TASK TO COMPLETE:
When copying the entries below, leave out every picture and keep the rest exact.

___ DATA FOR THIS TASK ___

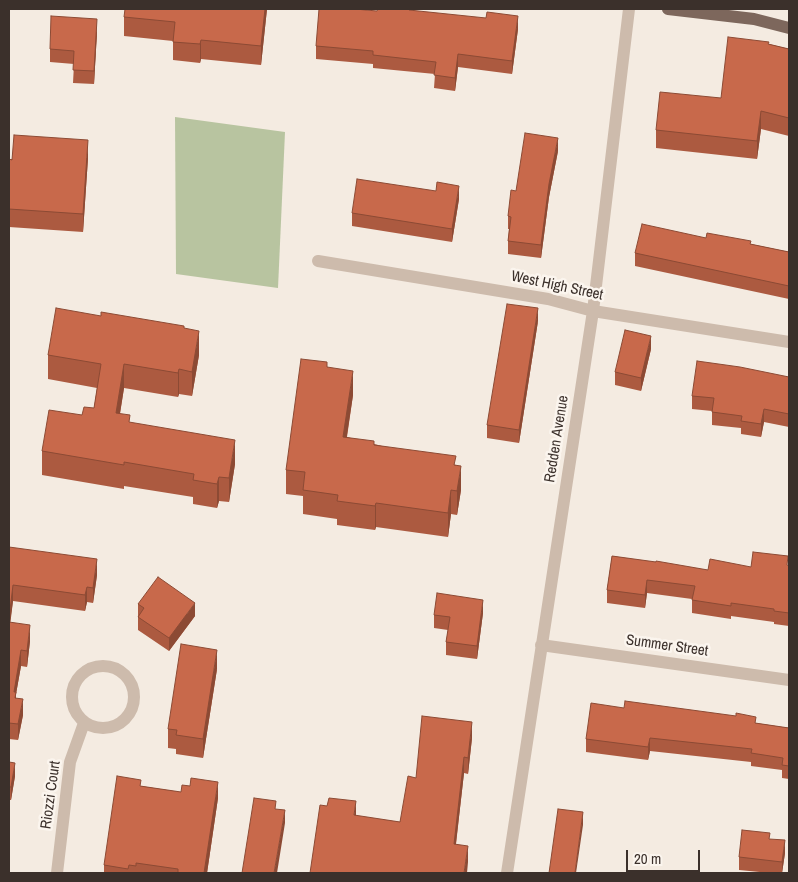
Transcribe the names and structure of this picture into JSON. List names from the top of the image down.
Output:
{
  "streets": {
    "street": [
      "West High Street",
      "Redden Avenue",
      "Summer Street",
      "Riozzi Court"
    ]
  },
  "crossings": [
    ["West High Street", "Redden Avenue"],
    ["Redden Avenue", "Summer Street"]
  ],
  "scale_bar": "20 m"
}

___

EXERCISE ANSWER:
Transcribe the names and structure of this picture into JSON. List names from the top of the image down.
Output:
{
  "streets": {
    "street": [
      "West High Street",
      "Redden Avenue",
      "Summer Street",
      "Riozzi Court"
    ]
  },
  "crossings": [
    ["West High Street", "Redden Avenue"],
    ["Redden Avenue", "Summer Street"]
  ],
  "scale_bar": "20 m"
}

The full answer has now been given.